Instructions for the task → Give back an exact copy of the lines in the records below, from the line that has "Parse the image" through the line that has "Instruction: Extract the", and nothing besides.

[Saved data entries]
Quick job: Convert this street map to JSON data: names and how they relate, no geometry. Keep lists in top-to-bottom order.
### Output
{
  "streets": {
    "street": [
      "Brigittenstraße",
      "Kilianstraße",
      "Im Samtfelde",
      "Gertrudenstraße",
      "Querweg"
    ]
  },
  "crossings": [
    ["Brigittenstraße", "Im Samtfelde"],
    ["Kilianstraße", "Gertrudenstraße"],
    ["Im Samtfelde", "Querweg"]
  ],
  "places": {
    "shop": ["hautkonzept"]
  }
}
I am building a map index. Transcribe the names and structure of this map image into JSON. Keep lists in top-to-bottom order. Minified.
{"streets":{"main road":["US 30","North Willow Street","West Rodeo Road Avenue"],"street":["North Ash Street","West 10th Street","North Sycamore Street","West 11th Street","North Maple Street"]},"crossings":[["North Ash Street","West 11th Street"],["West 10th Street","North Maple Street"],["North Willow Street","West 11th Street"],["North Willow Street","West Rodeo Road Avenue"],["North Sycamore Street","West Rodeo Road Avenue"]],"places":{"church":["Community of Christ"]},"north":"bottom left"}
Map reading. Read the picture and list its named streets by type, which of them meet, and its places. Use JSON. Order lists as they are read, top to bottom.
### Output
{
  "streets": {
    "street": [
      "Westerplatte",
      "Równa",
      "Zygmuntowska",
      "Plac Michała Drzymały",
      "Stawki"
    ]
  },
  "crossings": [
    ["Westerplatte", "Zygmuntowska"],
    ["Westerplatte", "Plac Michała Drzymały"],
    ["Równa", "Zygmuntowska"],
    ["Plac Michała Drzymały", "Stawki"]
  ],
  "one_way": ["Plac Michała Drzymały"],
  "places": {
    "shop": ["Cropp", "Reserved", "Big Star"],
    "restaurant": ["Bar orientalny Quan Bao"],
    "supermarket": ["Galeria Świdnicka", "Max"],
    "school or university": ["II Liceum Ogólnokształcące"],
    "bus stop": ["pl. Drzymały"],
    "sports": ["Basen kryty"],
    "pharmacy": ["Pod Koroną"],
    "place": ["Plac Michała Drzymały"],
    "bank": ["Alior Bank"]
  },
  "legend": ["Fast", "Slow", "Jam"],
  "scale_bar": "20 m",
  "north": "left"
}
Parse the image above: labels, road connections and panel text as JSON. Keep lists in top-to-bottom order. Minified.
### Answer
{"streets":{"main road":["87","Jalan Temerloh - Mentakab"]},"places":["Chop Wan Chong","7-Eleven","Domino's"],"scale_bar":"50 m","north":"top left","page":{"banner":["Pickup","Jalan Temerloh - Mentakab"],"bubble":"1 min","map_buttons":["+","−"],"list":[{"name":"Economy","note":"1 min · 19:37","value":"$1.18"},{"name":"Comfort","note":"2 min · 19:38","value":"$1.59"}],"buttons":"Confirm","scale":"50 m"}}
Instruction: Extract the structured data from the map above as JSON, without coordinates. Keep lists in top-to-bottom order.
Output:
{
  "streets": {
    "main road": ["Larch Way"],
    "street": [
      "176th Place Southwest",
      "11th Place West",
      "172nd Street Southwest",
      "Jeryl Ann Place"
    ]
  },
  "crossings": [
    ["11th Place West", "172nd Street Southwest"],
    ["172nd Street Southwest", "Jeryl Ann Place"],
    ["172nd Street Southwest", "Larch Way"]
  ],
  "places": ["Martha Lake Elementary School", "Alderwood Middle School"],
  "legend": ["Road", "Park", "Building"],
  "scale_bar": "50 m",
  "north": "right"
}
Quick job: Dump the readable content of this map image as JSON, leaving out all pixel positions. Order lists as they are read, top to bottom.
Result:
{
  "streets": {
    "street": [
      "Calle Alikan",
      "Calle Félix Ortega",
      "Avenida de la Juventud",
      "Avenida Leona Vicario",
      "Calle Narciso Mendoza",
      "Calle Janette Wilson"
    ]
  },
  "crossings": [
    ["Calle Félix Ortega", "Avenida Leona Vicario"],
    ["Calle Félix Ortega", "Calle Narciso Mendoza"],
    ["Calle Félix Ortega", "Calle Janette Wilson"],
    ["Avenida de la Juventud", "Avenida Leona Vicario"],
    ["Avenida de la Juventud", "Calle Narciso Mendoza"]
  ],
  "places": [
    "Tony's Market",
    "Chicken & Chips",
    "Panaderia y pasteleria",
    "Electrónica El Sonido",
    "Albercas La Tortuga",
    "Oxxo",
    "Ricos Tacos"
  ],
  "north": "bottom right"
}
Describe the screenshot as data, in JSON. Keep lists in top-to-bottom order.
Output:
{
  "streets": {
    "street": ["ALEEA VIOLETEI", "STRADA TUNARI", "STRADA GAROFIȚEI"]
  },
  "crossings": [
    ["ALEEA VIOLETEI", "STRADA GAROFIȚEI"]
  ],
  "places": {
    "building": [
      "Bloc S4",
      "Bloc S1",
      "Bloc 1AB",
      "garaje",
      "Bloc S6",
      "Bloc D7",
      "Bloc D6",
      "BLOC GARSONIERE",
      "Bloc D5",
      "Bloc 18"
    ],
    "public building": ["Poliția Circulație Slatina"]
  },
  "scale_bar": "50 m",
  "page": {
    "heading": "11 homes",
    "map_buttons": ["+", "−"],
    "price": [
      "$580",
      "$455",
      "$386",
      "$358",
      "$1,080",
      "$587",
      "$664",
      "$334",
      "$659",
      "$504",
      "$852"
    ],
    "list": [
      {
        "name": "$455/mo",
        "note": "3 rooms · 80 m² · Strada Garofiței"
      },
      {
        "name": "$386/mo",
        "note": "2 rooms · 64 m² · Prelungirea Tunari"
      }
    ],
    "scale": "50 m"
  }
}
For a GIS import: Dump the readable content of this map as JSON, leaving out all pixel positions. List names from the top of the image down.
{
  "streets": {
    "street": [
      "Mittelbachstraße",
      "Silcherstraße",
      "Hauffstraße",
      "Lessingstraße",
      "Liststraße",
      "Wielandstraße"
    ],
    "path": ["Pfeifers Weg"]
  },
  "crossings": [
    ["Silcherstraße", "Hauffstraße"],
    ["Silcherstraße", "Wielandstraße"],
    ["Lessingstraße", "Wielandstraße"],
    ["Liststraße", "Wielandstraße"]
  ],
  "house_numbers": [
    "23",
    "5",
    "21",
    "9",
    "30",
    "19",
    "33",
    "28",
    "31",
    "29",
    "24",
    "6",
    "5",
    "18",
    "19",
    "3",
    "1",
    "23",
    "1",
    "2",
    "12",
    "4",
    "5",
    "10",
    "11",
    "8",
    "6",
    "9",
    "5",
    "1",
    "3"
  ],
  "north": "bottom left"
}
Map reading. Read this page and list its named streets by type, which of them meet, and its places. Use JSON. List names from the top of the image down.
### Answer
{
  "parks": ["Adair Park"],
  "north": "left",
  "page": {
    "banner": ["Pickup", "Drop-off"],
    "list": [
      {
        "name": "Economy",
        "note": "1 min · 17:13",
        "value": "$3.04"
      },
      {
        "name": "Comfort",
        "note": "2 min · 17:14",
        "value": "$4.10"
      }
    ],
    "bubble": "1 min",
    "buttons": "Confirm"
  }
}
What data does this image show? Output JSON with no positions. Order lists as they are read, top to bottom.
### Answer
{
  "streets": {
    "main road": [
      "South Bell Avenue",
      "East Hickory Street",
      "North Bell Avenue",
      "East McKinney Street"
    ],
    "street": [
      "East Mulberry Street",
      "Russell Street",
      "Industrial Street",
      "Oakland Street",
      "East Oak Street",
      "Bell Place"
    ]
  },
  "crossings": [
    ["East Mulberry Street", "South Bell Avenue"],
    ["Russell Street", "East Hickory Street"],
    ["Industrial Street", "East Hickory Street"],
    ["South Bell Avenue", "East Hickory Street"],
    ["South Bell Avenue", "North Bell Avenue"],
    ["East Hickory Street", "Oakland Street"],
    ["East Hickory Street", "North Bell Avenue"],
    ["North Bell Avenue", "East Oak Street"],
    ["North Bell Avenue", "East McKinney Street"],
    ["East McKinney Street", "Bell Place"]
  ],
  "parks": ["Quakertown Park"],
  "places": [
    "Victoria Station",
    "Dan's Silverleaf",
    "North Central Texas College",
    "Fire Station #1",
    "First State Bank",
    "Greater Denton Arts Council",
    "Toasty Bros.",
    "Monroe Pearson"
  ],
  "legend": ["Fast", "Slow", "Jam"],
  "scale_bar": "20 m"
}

Finished exercise →
Parse the image above: labels, road connections and panel text as JSON. Keep lists in top-to-bottom order. Minified.
### Answer
{"streets":{"main road":["87","Jalan Temerloh - Mentakab"]},"places":["Chop Wan Chong","7-Eleven","Domino's"],"scale_bar":"50 m","north":"top left","page":{"banner":["Pickup","Jalan Temerloh - Mentakab"],"bubble":"1 min","map_buttons":["+","−"],"list":[{"name":"Economy","note":"1 min · 19:37","value":"$1.18"},{"name":"Comfort","note":"2 min · 19:38","value":"$1.59"}],"buttons":"Confirm","scale":"50 m"}}
Instruction: Extract the structured data from the map above as JSON, without coordinates. Keep lists in top-to-bottom order.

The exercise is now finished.